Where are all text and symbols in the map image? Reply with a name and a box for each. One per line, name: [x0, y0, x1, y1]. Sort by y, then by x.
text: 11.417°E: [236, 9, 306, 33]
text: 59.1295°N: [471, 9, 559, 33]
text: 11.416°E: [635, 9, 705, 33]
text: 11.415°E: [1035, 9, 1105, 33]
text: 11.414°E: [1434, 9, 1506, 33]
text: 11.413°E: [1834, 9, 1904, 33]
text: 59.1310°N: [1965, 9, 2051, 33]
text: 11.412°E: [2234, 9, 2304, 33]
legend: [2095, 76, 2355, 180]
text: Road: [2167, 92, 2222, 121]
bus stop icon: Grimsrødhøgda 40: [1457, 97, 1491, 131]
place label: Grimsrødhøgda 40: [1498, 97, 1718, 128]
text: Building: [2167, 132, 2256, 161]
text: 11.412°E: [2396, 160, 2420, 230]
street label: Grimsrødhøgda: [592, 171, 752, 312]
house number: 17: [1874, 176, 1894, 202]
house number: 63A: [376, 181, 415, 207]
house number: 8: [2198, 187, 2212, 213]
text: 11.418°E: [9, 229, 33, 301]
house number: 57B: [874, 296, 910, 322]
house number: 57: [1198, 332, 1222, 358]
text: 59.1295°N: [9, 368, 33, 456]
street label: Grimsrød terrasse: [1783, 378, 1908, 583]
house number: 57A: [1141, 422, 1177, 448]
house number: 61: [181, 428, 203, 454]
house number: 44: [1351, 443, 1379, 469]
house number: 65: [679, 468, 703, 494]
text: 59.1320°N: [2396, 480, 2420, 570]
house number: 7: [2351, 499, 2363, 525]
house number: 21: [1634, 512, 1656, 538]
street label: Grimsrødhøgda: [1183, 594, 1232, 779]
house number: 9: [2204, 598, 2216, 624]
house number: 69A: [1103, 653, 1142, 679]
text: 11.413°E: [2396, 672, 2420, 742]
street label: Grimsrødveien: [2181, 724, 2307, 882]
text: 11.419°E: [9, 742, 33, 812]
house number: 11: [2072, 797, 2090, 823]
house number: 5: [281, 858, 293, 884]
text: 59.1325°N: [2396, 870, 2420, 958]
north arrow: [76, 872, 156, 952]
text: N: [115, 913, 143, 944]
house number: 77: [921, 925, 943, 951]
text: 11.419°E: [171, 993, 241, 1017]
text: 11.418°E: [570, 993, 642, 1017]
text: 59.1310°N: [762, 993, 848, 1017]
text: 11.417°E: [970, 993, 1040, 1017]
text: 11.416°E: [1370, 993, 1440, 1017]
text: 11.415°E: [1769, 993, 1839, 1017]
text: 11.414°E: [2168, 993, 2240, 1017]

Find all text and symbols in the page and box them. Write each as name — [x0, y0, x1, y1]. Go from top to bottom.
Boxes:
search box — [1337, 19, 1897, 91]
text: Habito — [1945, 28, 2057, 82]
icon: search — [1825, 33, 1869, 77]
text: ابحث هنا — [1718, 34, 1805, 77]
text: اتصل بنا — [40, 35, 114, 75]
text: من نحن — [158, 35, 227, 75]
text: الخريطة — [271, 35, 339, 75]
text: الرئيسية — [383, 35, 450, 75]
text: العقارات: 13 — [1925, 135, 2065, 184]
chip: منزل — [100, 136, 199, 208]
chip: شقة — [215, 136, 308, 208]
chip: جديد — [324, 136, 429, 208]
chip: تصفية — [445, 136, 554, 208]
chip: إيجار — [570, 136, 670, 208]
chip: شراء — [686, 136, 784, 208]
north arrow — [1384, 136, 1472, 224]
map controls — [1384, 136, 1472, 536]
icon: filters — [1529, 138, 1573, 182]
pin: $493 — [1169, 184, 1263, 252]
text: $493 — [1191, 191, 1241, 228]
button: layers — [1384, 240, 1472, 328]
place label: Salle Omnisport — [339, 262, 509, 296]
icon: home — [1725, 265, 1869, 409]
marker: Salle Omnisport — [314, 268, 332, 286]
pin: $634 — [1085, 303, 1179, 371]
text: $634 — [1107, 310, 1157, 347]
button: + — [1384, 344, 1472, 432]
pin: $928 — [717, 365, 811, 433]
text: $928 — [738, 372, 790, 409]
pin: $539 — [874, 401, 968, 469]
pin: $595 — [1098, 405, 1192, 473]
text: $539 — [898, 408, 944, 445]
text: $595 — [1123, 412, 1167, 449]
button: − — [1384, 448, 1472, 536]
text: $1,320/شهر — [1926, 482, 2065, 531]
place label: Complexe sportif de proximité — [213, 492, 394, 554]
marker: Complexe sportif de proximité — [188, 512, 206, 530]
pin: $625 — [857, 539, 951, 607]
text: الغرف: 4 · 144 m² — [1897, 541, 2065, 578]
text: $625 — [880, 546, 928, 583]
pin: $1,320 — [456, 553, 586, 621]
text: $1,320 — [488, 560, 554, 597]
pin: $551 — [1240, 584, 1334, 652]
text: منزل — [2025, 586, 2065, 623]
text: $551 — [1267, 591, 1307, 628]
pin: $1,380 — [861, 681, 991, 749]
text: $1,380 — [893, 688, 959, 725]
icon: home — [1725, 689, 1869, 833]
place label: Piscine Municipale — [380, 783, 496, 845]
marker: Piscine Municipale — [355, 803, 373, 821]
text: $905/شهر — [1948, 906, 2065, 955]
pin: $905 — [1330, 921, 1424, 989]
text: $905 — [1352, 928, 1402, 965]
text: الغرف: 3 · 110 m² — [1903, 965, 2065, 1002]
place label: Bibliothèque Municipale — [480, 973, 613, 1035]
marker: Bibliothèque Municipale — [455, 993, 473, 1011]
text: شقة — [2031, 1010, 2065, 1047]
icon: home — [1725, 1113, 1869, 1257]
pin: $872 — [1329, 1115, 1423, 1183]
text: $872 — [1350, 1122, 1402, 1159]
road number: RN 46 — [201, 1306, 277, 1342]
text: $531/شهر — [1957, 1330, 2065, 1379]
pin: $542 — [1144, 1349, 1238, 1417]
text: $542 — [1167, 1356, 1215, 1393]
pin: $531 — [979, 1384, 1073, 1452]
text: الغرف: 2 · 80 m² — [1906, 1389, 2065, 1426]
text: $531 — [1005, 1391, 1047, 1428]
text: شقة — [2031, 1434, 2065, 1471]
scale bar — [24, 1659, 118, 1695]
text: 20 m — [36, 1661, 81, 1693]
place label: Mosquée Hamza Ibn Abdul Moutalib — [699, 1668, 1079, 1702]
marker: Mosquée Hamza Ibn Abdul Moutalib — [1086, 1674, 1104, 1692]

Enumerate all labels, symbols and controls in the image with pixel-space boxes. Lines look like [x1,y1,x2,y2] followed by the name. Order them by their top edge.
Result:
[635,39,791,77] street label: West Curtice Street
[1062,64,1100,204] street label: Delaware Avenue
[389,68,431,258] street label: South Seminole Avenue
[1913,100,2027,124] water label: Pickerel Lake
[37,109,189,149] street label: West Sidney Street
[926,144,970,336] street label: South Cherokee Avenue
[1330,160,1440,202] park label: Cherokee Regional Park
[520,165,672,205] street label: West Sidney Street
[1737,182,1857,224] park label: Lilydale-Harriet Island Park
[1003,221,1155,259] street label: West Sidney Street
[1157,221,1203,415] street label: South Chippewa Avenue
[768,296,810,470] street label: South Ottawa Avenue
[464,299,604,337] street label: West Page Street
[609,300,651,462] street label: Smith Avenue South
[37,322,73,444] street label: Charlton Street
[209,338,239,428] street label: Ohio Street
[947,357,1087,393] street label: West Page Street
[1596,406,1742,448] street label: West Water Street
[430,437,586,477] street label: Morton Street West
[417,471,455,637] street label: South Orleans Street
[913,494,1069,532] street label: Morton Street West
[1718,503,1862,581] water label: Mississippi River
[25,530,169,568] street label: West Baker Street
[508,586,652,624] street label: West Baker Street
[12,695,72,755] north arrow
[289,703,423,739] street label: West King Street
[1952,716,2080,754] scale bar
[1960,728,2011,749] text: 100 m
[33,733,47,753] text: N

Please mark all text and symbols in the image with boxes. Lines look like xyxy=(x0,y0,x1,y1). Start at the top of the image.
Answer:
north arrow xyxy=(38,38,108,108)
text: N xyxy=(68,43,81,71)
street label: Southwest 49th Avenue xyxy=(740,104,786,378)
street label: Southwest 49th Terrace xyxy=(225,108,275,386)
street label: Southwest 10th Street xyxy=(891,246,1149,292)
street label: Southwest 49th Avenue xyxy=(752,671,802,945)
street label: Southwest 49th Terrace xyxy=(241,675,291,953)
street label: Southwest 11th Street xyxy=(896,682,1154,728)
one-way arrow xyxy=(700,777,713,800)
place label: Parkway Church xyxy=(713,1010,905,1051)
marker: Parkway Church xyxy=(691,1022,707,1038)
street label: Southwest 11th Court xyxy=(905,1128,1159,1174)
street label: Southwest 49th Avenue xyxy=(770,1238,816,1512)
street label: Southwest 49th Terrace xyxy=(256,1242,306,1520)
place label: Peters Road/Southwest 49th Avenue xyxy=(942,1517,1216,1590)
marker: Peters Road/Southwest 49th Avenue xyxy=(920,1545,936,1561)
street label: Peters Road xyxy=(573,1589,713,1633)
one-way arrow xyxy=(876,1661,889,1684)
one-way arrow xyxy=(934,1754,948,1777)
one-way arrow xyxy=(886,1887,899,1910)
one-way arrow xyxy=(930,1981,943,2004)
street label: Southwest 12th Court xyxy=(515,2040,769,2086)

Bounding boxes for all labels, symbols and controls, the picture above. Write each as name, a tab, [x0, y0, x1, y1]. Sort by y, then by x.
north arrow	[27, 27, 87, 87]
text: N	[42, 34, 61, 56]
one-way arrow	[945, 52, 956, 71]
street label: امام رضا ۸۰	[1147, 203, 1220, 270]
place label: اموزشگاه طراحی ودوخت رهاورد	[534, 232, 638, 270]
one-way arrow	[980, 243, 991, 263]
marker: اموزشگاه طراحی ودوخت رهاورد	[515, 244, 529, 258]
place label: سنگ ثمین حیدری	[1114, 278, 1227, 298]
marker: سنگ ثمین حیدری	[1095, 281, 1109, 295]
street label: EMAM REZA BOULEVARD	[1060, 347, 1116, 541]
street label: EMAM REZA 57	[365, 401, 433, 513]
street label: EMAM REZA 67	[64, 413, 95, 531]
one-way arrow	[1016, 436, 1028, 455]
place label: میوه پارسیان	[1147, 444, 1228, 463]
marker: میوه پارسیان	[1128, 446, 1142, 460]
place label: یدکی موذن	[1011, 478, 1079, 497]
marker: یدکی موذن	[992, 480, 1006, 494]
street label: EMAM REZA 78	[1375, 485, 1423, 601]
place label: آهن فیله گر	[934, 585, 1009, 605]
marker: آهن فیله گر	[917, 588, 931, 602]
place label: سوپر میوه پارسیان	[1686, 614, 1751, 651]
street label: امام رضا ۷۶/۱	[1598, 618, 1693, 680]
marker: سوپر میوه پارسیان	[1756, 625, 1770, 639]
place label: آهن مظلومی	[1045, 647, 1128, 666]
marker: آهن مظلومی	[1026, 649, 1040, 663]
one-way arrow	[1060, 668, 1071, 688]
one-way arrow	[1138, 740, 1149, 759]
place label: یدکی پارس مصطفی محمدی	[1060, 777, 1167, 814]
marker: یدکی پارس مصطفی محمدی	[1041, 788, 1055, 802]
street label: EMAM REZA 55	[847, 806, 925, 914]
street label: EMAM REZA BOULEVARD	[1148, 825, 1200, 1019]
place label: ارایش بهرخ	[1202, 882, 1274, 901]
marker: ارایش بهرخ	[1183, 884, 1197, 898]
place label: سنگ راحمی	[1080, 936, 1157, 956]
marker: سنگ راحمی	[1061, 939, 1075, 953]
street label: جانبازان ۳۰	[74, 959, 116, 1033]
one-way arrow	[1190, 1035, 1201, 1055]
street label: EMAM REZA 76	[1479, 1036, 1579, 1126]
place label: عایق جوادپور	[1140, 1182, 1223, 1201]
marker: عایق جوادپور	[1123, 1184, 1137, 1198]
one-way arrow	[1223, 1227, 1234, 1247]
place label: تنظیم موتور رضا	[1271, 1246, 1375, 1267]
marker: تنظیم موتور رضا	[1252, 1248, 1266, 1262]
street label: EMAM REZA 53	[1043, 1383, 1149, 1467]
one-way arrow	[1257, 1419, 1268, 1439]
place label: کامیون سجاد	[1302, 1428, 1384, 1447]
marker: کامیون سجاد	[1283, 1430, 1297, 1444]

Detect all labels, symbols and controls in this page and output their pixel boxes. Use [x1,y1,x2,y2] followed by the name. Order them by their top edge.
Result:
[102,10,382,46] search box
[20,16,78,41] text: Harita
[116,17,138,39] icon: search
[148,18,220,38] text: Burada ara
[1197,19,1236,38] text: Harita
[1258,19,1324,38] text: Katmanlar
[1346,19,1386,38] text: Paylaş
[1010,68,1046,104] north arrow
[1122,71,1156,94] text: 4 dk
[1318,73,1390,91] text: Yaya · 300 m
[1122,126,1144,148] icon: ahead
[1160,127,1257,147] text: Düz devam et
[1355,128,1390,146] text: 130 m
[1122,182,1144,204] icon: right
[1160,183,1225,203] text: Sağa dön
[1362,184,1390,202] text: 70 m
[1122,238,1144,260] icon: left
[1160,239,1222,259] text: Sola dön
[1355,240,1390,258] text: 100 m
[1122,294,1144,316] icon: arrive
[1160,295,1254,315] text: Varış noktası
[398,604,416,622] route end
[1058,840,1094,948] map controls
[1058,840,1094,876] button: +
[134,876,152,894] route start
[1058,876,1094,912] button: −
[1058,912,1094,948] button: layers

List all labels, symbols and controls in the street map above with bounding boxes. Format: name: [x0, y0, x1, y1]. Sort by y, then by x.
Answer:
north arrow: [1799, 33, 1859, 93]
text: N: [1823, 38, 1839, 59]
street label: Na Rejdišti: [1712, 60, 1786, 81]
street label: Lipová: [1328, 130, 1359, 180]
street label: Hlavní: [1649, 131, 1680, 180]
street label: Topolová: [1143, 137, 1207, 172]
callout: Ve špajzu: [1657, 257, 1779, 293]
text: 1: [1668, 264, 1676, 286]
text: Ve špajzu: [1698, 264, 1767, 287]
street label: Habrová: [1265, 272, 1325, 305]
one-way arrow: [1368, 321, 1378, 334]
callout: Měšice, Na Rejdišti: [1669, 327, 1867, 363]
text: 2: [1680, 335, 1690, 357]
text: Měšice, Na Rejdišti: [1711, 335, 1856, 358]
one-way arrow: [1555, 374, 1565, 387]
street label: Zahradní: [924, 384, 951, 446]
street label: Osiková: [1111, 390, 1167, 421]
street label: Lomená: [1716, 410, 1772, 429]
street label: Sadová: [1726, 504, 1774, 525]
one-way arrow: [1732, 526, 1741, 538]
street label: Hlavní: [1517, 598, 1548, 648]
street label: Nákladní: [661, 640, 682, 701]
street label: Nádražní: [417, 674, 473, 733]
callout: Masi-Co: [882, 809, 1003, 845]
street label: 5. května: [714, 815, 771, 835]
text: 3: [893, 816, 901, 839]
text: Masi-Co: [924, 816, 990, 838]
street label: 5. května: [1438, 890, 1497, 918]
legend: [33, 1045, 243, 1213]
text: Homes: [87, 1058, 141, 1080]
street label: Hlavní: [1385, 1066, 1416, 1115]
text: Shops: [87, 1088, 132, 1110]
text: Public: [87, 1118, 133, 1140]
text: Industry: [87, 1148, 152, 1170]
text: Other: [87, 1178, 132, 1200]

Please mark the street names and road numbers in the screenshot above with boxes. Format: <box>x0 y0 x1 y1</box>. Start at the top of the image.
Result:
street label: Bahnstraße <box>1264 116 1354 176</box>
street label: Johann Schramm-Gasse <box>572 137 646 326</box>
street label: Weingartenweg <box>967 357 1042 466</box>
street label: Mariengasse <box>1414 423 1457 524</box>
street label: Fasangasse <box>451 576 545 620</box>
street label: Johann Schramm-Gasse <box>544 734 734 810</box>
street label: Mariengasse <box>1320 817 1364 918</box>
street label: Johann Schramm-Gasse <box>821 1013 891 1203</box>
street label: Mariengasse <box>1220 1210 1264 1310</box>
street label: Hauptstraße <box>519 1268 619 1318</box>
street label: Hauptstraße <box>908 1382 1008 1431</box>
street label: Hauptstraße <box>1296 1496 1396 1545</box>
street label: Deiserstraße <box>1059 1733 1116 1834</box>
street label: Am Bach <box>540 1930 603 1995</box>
━━━━
* **EXERCISE DETAILS**
In the preceding material, find each line holding the word "BOULEVARD" and copy it out.

* **WRITTEN ANSWER**
street label: EMAM REZA BOULEVARD	[1060, 347, 1116, 541]
street label: EMAM REZA BOULEVARD	[1148, 825, 1200, 1019]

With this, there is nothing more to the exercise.